I've now finished the first section of my thoughts on the Law, looking at how the Pentateuch itself seems to render the Law. Thanks to Dave and all others that have read the posts and made comments thus far. This post will bring me up to where I think we've got so far and hopefully clarify some of my earlier points. As usual, I welcome comments and, given I'm at the end of a section, will try to make a special effort to give longer responses.
I think that one of the errors that some modern Bible-readers make is in understanding what it meant for Israel to keep their side of the covenant. Often, it is assumed that keeping the covenant was based on legalistic obedience to the Law. It's often assumed that this is how a person is made righteous. I don't think I'm wrong in saying that this is a false and rather short-sighted view. Both Old and New Testaments argue that a person is credited with righteousness by faith. Abram is the archetypal example in Genesis 15:4-6, in an episode that occurred hundreds of years before the issuing of the Law:
Then the word of the LORD came to him: "This man will not be your heir, but a son coming from your own body will be your heir." He took him outside and said, "Look up at the heavens and count the stars—if indeed you can count them."

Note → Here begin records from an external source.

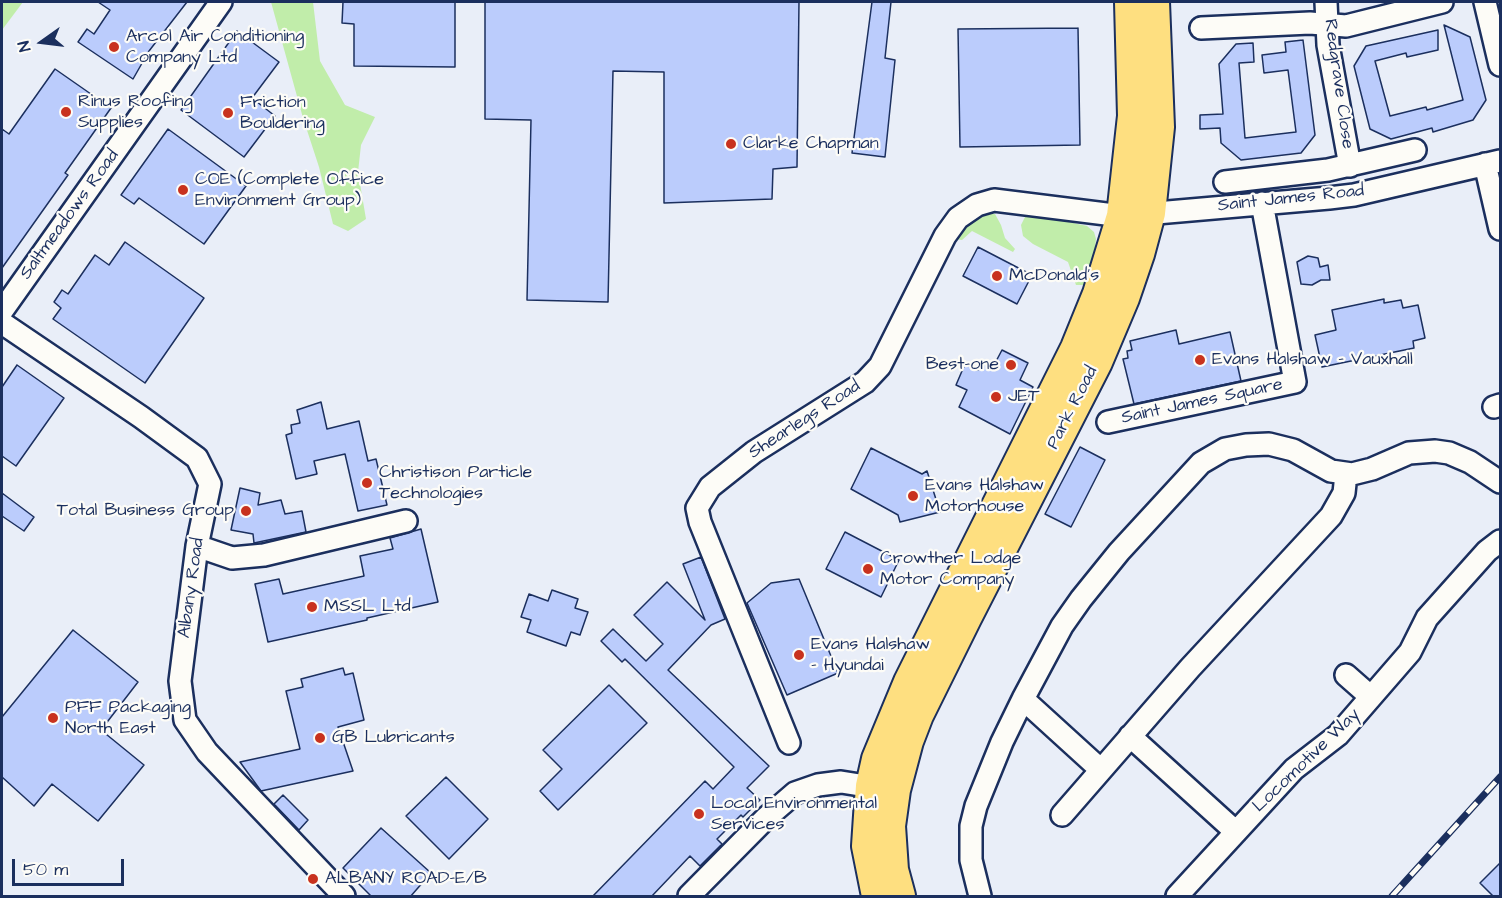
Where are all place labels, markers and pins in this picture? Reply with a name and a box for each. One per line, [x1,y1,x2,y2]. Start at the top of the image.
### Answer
place label: Arcol Air Conditioning Company Ltd [126,26,304,68]
marker: Arcol Air Conditioning Company Ltd [107,40,121,54]
place label: Rinus Roofing Supplies [78,91,193,134]
place label: Friction Bouldering [240,92,325,134]
marker: Rinus Roofing Supplies [59,105,73,119]
marker: Friction Bouldering [221,106,235,120]
place label: Clarke Chapman [743,133,879,155]
marker: Clarke Chapman [724,137,738,151]
place label: COE (Complete Office Environment Group) [195,169,384,212]
marker: COE (Complete Office Environment Group) [176,183,190,197]
place label: McDonald's [1009,265,1099,287]
marker: McDonald's [990,269,1004,283]
place label: Evans Halshaw - Vauxhall [1212,349,1413,371]
marker: Evans Halshaw - Vauxhall [1193,353,1207,367]
place label: Best-one [926,354,999,376]
marker: Best-one [1004,358,1018,372]
place label: JET [1008,386,1039,408]
marker: JET [989,390,1003,404]
place label: Christison Particle Technologies [379,462,532,504]
place label: Evans Halshaw Motorhouse [925,475,1044,518]
marker: Christison Particle Technologies [360,476,374,490]
marker: Evans Halshaw Motorhouse [906,489,920,503]
place label: Total Business Group [57,500,234,522]
marker: Total Business Group [239,504,253,518]
place label: Crowther Lodge Motor Company [880,548,1021,590]
marker: Crowther Lodge Motor Company [861,562,875,576]
place label: MSSL Ltd [324,596,411,618]
marker: MSSL Ltd [305,600,319,614]
place label: Evans Halshaw - Hyundai [811,634,930,676]
marker: Evans Halshaw - Hyundai [792,648,806,662]
place label: PFF Packaging North East [65,697,191,740]
marker: PFF Packaging North East [46,711,60,725]
place label: GB Lubricants [332,727,455,749]
marker: GB Lubricants [313,731,327,745]
place label: Local Environmental Services [711,793,877,836]
marker: Local Environmental Services [692,807,706,821]
place label: ALBANY ROAD-E/B [325,868,487,890]
marker: ALBANY ROAD-E/B [306,872,320,886]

Then he said to him, "So shall your offspring be." Abram believed the LORD, and he credited it to him as righteousness.
Rather, it appears to me that keeping the covenant meant trusting God and responding in loving obedience to what he had already done for his people, and relying on his ongoing grace. And I think that John Piper helpfully shows that God’s later judgement against Israel was not due to a failure in legalistic Law-keeping, but rather due to their hard-heartedness and unbelief, which led to abandonment of the covenant:
‘Again and again in the Old Testament the rebellion of Israel against the covenant is traced back to unbelief (Numbers 14:11; Deuteronomy 1:32; 9:23; 2 Kings 17:14; 2 Chronicles 20:20; Psalm 78:22, 32; 106:24). For example, Psalm 78:22 looks back and says that God's anger flamed against Israel in the wilderness "because they had no faith in God, and did not trust his saving power." And Hebrews 3:19 says that the reason the wilderness generation did not enter the Promised Land was unbelief. Or as Hebrews 4:2 says, "The message which they heard did not benefit them because it did not meet with faith in the hearers."
So there are at least three reasons to conclude that the basic condition required from Israel is faith.
1. First, because the covenant is renewed on the basis of grace and offers merciful forgiveness for sins (Exodus 34:6–7). Forgiveness can only be received by faith.
2. Second, God promises mercy to all who love him (Exodus 20:6). But loving God is just the opposite of trying to earn wages from a heavenly employer. Loving God must include delighting in his trustworthiness as one who "bore you on eagles' wings (out of Egypt) and brought you to himself" (Exodus 19:4).
3. Third, numerous Old Testament and New Testament passages say that the root of Israel's disobedience was her failure to trust God. Therefore, the obedience required in the Mosaic covenant is the obedience which comes from faith.
It's the same obedience required in the Abrahamic covenant when the Lord said to Abraham, "By your descendants shall all the nations of the earth be blessed because you have obeyed my voice" (Genesis 22:18). And it's the same obedience required in the new covenant under which we live. […] The Abrahamic covenant, the Mosaic covenant, and the covenant that Jesus sealed with his own blood are all various expressions of one great covenant of grace.’
In coming posts, I'll move onto the Law in the life of Israel - and her disobedience. For the time being, let's read the words again of David, the law-lover, in the opening lines to Psalm 119:
Blessed are they whose ways are blameless, who walk according to the law of the LORD.
Blessed are they who keep his statutes and seek him with all their heart.
They do nothing wrong; they walk in his ways.
You have laid down precepts that are to be fully obeyed.
Oh, that my ways were steadfast in obeying your decrees!
Then I would not be put to shame when I consider all your commands.
I will praise you with an upright heart as I learn your righteous laws.
I will obey your decrees; do not utterly forsake me.